_Exercise goal_: Retype only the lines running from the beginning of the entries below to the line with "Instruction: Read the", both included. Do not include pictures.

*** Opening of The data ***

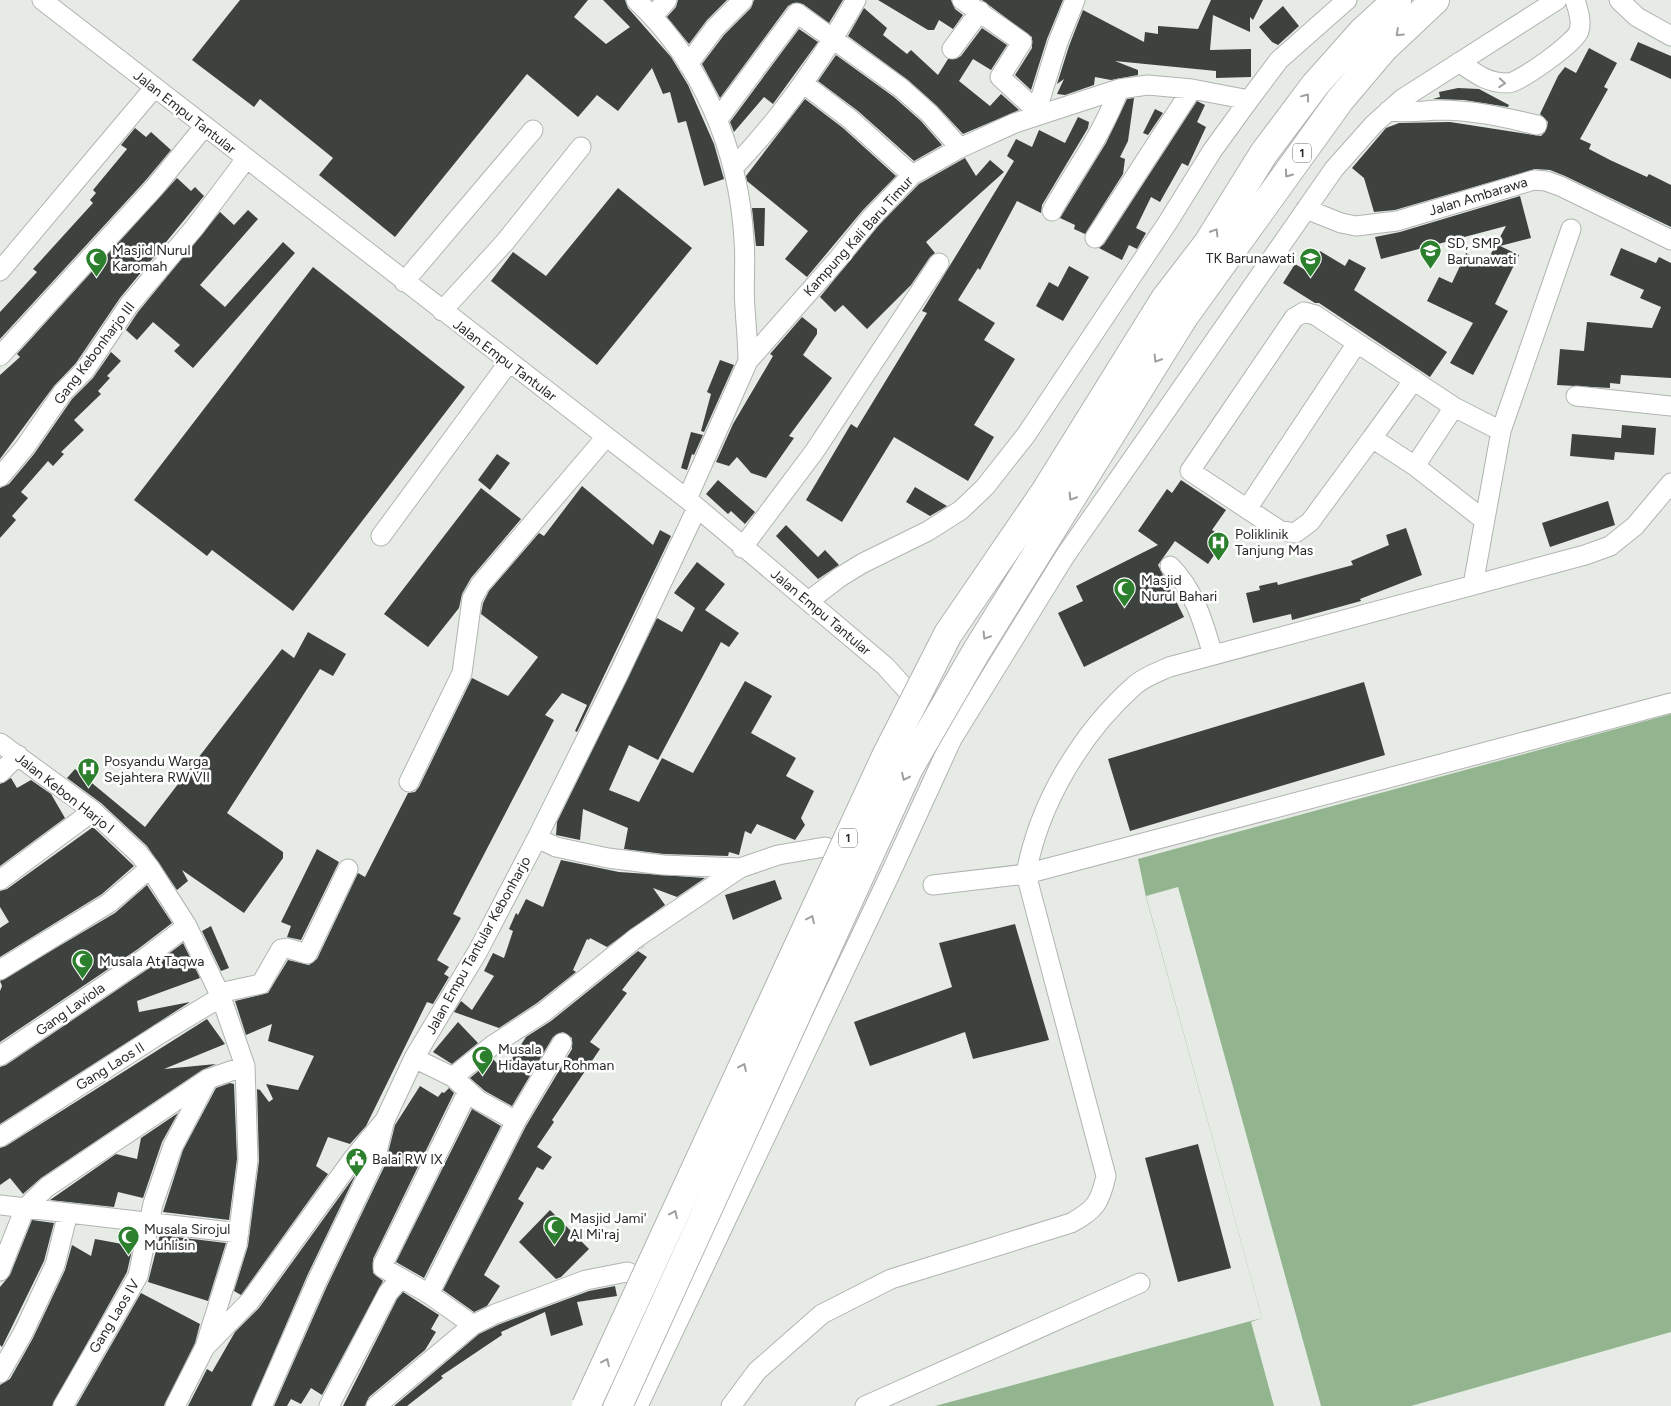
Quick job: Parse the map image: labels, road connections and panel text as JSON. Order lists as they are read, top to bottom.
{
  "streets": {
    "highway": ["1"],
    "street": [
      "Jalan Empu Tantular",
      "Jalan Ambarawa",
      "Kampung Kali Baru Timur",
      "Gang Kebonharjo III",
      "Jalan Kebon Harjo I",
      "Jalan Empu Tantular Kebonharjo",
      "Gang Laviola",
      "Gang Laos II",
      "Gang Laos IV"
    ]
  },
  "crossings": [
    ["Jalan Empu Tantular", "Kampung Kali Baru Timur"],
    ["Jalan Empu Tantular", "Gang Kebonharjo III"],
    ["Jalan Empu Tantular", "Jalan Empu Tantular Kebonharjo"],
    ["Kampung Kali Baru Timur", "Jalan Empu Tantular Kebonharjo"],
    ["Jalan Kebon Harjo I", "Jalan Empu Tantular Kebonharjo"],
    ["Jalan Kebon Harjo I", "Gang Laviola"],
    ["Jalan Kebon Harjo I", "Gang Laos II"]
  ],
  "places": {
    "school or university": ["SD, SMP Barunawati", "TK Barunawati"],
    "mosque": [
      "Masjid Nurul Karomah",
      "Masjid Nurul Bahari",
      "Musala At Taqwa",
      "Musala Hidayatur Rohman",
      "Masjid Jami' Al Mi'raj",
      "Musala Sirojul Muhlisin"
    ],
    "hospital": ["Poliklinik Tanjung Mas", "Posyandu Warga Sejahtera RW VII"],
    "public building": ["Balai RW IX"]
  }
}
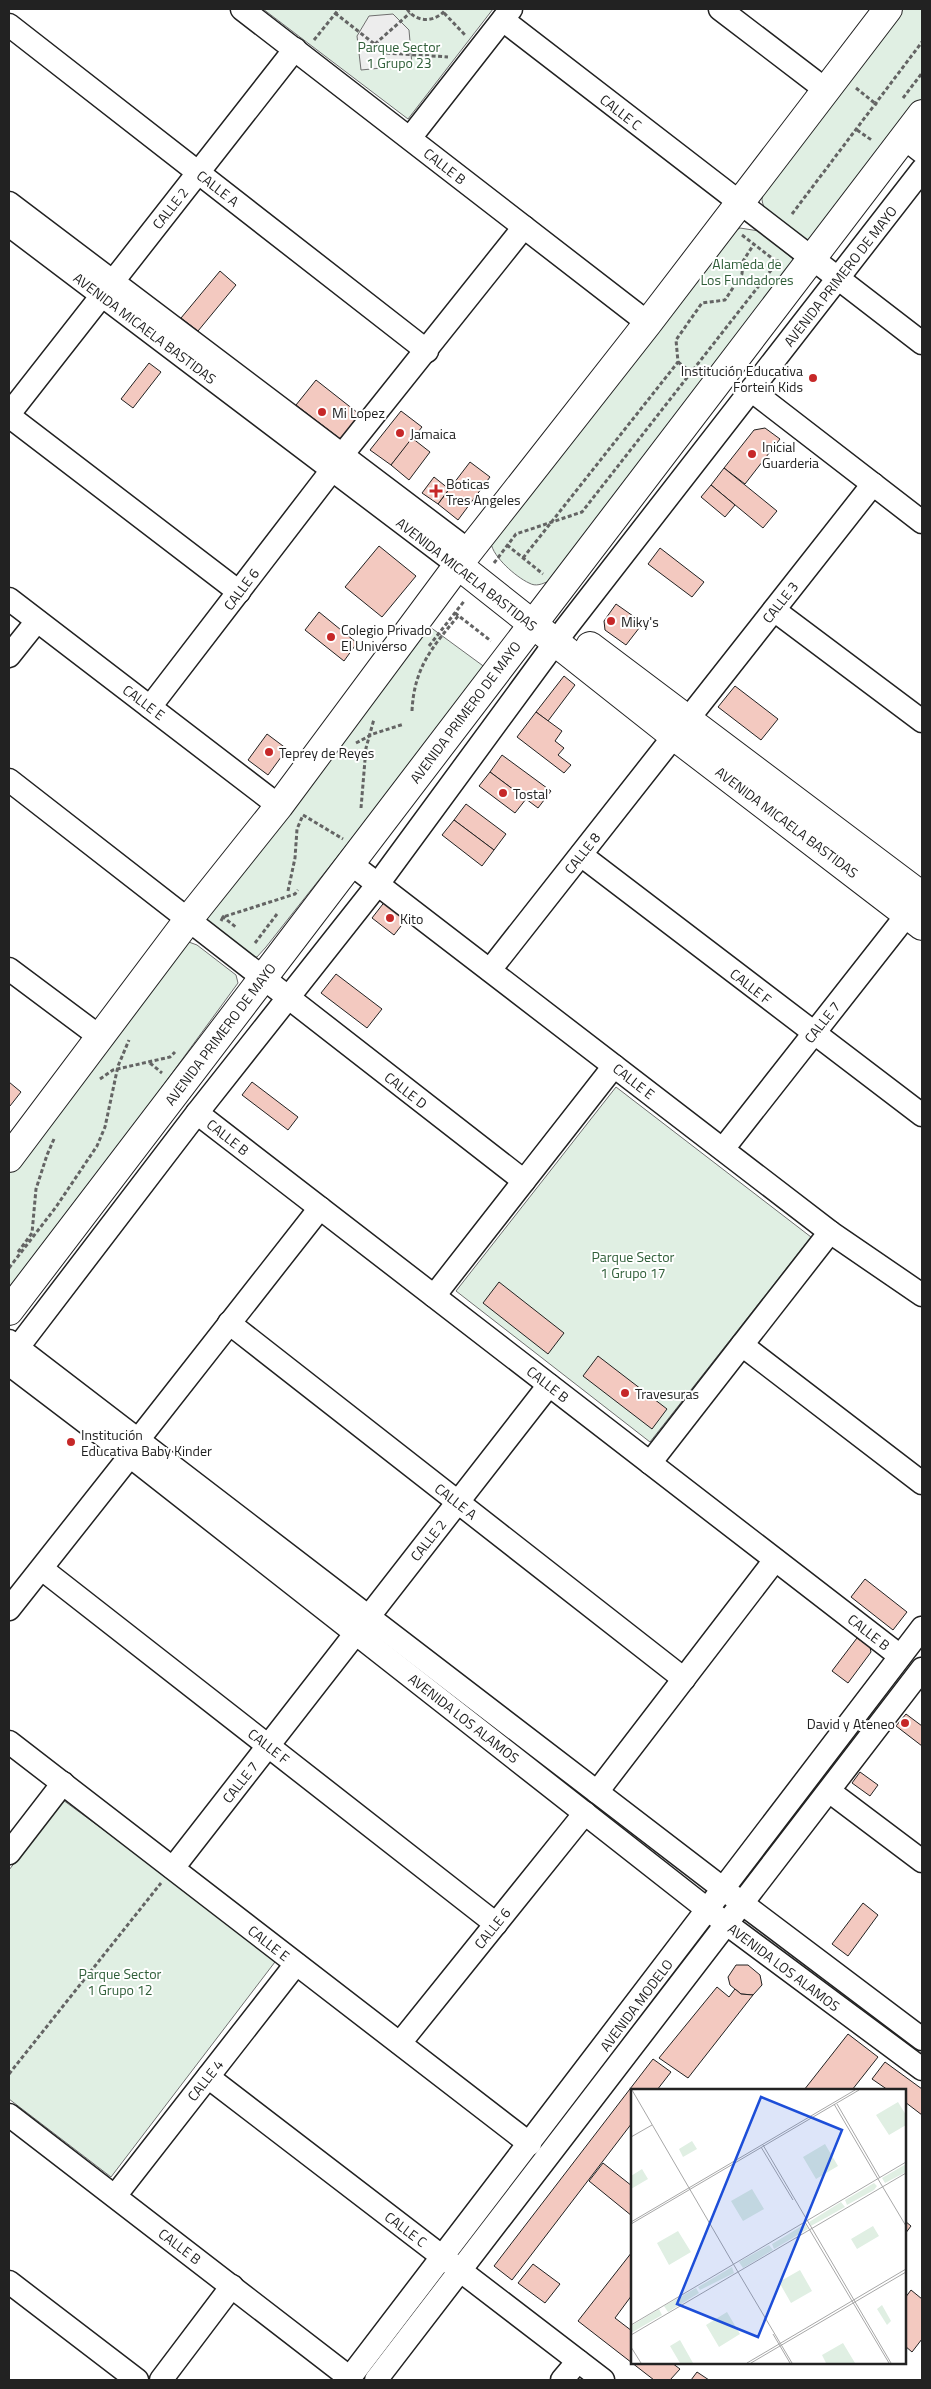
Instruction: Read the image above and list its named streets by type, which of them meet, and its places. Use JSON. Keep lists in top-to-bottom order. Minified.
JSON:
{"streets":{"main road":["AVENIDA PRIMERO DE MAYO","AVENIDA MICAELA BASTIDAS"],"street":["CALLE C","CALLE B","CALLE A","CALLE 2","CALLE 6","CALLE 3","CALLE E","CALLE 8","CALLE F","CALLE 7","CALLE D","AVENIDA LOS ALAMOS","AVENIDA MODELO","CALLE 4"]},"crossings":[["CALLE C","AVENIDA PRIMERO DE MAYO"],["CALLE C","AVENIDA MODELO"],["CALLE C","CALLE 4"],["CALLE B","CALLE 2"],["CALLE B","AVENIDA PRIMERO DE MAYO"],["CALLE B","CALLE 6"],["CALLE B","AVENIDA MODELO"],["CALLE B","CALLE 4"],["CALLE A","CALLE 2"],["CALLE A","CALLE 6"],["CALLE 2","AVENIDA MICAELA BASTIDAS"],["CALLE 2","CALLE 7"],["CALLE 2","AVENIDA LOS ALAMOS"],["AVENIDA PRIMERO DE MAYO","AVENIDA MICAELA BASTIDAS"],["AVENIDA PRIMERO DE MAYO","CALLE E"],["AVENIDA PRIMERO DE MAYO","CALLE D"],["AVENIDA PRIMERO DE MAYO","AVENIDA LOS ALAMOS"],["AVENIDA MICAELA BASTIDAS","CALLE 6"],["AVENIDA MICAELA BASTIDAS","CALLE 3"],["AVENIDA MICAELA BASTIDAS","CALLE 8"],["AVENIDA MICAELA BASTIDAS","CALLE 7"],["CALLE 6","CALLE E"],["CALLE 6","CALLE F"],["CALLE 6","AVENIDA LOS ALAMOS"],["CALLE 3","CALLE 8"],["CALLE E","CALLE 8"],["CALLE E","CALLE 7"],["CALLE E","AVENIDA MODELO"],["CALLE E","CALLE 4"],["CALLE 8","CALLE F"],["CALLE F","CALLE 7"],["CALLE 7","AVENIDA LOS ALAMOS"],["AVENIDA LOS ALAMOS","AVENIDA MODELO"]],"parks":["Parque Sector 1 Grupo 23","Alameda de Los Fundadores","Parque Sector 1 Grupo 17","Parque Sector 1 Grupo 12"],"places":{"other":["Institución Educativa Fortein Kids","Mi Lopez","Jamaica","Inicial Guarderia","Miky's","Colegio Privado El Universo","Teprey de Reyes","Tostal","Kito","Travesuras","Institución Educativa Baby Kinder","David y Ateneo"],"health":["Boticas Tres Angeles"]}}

*** Close of The data ***

_Result below_:
Quick job: Parse the map image: labels, road connections and panel text as JSON. Order lists as they are read, top to bottom.
{
  "streets": {
    "highway": ["1"],
    "street": [
      "Jalan Empu Tantular",
      "Jalan Ambarawa",
      "Kampung Kali Baru Timur",
      "Gang Kebonharjo III",
      "Jalan Kebon Harjo I",
      "Jalan Empu Tantular Kebonharjo",
      "Gang Laviola",
      "Gang Laos II",
      "Gang Laos IV"
    ]
  },
  "crossings": [
    ["Jalan Empu Tantular", "Kampung Kali Baru Timur"],
    ["Jalan Empu Tantular", "Gang Kebonharjo III"],
    ["Jalan Empu Tantular", "Jalan Empu Tantular Kebonharjo"],
    ["Kampung Kali Baru Timur", "Jalan Empu Tantular Kebonharjo"],
    ["Jalan Kebon Harjo I", "Jalan Empu Tantular Kebonharjo"],
    ["Jalan Kebon Harjo I", "Gang Laviola"],
    ["Jalan Kebon Harjo I", "Gang Laos II"]
  ],
  "places": {
    "school or university": ["SD, SMP Barunawati", "TK Barunawati"],
    "mosque": [
      "Masjid Nurul Karomah",
      "Masjid Nurul Bahari",
      "Musala At Taqwa",
      "Musala Hidayatur Rohman",
      "Masjid Jami' Al Mi'raj",
      "Musala Sirojul Muhlisin"
    ],
    "hospital": ["Poliklinik Tanjung Mas", "Posyandu Warga Sejahtera RW VII"],
    "public building": ["Balai RW IX"]
  }
}
Instruction: Read the image above and list its named streets by type, which of them meet, and its places. Use JSON. Keep lists in top-to-bottom order. Minified.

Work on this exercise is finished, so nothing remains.